= Competition-based learning =

Competition-based learning (CBL) is a student-centered pedagogy that combines project-based learning and competitions. This can sometimes be referred to as game-based learning as well, which is different than gamification. CBL also utilizes team-based learning (or Active Collaborative Learning, ACL) and problem-based learning paradigms. Competition-based learning involves a team of students in an open-ended assignments or projects that resembles some problems students may face at the work place or in the real-world. However, the performance is being evaluated on the final completion of the project or task assigned in the course as a comparison to other groups. The aspiration is to create motivation in the students to come up with the best overall project. CBL learning relies on the competition results. Furthermore, CBL implements a reward system upon the completion of the task assigned to reinforce desired behaviors in learning environments.

== Background and advantages==
The real-world is competitive and competition has been used in teaching and learning throughout the human history around the world. Countries such as England, Singapore, and South Korea have special education programs which cater for specialist students, prompting charges of academic elitism. Currently, academic competitions are popular. According to The Institute of Competition Sciences retrieved on May 30, 2020, over 4,000,000 students participate in educational competitions in over 500 competitions across all academic subject they monitor in their network.

Many practitioners in education claim that CBL can enhance students' motivation to work harder and the learning outcomes since they are more excited about the project and potential rewards.

Competition is good in the sense that it discourages complacency and raises students' consciousness of the value of good outcomes. As a result, the keener the competition, the higher the output among students. This is manifested not only in high individual averages, but in overall high class averages.

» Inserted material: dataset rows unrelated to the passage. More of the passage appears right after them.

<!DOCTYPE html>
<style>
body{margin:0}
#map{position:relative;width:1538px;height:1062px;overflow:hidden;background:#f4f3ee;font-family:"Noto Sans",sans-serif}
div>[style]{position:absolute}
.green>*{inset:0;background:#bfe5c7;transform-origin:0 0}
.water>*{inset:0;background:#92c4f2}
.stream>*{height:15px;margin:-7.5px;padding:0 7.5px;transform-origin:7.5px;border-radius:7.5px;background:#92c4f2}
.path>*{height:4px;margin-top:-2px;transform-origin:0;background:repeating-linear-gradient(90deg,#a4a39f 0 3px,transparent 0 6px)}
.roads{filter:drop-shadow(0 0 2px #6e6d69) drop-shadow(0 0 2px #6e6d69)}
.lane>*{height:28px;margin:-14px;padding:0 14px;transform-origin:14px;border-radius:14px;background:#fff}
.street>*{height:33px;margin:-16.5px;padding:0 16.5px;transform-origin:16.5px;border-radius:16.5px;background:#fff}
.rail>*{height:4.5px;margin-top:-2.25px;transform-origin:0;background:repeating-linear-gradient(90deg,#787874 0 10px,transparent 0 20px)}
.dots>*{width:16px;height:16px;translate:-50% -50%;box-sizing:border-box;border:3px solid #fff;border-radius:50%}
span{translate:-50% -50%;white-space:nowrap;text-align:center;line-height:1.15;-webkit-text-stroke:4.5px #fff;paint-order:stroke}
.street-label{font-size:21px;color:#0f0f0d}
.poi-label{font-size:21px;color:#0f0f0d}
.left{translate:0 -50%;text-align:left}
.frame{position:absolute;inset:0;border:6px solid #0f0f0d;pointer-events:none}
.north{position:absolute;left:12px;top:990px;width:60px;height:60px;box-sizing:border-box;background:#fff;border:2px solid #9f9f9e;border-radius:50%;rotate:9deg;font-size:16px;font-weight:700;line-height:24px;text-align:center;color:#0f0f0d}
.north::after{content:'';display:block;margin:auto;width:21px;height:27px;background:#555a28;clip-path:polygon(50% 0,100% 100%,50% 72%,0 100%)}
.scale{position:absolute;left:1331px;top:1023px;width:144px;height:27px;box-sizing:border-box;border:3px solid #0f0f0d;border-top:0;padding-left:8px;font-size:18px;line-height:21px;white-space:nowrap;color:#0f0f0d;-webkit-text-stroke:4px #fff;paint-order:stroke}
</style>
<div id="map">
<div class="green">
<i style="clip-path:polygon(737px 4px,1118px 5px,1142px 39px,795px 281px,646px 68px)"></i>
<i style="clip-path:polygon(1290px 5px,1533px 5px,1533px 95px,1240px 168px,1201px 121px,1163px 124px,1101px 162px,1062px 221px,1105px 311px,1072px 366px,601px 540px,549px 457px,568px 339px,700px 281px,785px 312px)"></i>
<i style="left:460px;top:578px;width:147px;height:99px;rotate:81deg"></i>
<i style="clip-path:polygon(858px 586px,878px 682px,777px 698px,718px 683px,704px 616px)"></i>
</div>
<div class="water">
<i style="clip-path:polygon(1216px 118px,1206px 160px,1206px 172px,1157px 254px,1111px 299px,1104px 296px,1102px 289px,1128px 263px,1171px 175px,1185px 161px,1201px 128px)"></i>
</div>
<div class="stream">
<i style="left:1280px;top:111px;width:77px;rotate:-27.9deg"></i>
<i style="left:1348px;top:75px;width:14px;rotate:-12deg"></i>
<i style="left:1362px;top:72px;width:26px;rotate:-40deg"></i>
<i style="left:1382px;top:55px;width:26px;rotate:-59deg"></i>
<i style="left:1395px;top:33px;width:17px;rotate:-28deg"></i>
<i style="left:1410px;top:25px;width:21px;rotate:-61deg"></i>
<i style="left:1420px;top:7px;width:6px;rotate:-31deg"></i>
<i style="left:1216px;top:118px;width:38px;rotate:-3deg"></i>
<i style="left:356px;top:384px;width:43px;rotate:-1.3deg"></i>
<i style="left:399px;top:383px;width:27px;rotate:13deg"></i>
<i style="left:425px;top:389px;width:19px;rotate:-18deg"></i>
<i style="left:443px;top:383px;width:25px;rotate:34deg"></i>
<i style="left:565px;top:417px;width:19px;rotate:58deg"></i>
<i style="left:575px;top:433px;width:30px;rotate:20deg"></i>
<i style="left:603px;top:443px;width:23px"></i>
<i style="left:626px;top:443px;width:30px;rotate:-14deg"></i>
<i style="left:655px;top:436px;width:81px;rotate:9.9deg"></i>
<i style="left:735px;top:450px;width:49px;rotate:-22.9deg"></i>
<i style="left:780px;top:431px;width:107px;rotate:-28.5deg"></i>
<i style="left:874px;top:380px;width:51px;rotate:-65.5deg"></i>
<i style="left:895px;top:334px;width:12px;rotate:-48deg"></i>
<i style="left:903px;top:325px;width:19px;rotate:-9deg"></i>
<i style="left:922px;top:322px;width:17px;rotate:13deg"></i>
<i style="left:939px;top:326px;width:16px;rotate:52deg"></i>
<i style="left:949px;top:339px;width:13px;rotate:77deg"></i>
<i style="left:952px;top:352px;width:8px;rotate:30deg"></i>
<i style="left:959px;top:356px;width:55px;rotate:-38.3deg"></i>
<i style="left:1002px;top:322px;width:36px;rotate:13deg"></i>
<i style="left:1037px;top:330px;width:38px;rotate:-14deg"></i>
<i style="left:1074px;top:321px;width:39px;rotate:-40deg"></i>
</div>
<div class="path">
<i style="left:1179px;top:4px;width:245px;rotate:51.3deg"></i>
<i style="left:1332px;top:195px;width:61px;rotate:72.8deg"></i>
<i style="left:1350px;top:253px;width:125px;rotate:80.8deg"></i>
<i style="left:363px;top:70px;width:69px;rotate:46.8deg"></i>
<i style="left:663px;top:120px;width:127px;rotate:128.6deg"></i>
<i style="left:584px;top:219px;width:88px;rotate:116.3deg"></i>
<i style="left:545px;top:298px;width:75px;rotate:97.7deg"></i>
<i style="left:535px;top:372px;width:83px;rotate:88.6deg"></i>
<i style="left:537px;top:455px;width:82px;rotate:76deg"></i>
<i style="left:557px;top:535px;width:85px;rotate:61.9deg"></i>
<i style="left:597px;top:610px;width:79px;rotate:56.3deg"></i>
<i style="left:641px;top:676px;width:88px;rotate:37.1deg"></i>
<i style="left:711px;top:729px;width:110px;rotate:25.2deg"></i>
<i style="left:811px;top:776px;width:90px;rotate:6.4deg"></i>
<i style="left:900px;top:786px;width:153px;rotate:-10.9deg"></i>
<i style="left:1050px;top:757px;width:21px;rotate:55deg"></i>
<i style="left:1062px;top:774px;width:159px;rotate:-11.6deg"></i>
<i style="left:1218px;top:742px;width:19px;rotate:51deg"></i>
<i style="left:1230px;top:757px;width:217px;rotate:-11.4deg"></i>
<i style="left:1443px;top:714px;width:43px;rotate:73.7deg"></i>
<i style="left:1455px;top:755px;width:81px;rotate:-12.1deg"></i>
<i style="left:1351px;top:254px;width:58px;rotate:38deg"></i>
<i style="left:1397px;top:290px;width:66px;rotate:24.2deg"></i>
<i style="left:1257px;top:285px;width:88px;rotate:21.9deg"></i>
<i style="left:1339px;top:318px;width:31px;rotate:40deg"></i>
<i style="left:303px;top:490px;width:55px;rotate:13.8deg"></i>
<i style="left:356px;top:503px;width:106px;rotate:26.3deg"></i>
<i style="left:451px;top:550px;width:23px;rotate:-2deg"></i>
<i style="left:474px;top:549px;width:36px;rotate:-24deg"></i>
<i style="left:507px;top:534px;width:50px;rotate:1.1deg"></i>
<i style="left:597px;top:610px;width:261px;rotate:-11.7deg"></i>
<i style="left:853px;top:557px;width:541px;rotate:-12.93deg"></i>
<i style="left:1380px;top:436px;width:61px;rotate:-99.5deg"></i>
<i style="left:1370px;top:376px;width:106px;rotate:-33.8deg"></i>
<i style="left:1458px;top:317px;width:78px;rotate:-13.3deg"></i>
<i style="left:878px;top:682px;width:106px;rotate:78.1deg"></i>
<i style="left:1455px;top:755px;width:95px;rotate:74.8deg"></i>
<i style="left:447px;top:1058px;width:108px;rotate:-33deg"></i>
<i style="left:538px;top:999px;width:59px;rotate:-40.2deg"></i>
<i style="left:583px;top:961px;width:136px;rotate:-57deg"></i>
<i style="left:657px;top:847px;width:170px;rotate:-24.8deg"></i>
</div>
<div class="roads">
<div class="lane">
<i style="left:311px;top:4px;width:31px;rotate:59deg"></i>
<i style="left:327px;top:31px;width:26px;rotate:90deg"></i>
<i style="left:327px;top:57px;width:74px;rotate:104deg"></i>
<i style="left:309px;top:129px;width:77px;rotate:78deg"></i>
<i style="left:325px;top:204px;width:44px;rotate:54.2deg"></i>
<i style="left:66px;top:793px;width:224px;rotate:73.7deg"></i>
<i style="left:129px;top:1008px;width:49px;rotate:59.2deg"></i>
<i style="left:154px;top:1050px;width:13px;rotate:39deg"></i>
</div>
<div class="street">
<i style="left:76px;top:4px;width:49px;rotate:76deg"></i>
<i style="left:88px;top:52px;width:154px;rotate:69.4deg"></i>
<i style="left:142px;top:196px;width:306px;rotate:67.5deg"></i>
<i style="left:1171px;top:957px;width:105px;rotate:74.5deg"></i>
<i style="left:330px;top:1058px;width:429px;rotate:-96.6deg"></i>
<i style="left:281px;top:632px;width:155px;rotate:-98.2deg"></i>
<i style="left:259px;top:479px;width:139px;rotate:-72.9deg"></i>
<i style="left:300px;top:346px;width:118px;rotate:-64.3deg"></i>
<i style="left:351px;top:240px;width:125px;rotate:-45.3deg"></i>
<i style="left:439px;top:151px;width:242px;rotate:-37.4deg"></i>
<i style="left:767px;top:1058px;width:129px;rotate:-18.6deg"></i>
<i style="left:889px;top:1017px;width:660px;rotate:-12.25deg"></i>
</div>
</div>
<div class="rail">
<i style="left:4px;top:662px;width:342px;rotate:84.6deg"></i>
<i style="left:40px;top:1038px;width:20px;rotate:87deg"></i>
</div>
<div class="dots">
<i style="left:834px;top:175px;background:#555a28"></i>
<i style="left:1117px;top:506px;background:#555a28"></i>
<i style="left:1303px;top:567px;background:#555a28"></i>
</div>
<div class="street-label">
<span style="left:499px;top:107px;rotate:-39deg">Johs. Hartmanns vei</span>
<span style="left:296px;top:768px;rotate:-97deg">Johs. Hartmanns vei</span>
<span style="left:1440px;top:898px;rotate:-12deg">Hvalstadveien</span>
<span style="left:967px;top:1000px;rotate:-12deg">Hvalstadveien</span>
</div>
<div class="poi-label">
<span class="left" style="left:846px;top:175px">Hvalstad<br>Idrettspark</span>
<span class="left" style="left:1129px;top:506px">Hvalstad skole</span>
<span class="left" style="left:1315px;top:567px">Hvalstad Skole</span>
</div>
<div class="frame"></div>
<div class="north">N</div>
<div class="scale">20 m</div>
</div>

It is, therefore, a very effective tool to keep your high achievers achieving. Other benefits of CBL include the enhancement of problem-solving, creative thinking, and teamwork skills.

==Examples==
Some articles reporting competitions in across various academic subjects include
- EFFECTS OF COMPETITION IN EDUCATION: A CASE STUDY IN AN E-LEARNING ENVIRONMENT - by Iván Cantador, José M. Conde, Departamento de Ingeniería Informática, Universidad Autónoma de Madrid
- Learning through Competitions – Competition-Based Learning (CBL) - by CJ Chung, from CTL (Center for Teaching & Learning) Conference at Lawrence Technological University, April 2008
- Utilizing Project-Based Learningand Competition to DevelopStudent Skills and Interest inProducing Quality Food Items - by Willard, M.W. Duffrin, from Vol. 2, 2003—JOURNAL OF FOOD SCIENCE EDUCATION
- The Big List of Student Contests and Competitions - from We Are Teachers, weareteachers.com

Here is a comprehensive list of competitions that can be used for classes or after-school extracurricular programs. Hackathons can be examples of CBL. The purpose of a hackathon is a for a group of software developers to work together on a collaborative project. Most hackathons are competitions where several teams are competing to create prototypes that innovate on a theme or improve upon an existing project.

==Criticism==
Some people think in class competition is not good, since it is discouraging when others always seem to do better than you. Critics of competition as a motivating factor in education systems, such as Alfie Kohn, argue that competition actually has a net negative influence on the achievement levels of students.

Competition can easily lead to stress, anxiety and disappointment, especially if it promotes academic competition between "individual" students. This stress can force students to push back other interests and extracurricular activities, leading to an unbalanced school life. A poor competition result may affect students' emotions or hurt their confidence. If a competition does not provide students with a goal that is attainable for nearly everyone, the activity becomes unbalanced, with some jumping ahead and others ending up left in the dust. This is the kind of competition that will lead to a diminished desire to participate in related activities or subject fields. An unhealthy competition may be one that is focused on winning instead of moving toward on learning a new skill or working as a team. Therefore, the design of CBL methodologies needs to focus on driving students to collaboratively achieve learning outcomes, not just winning the competition.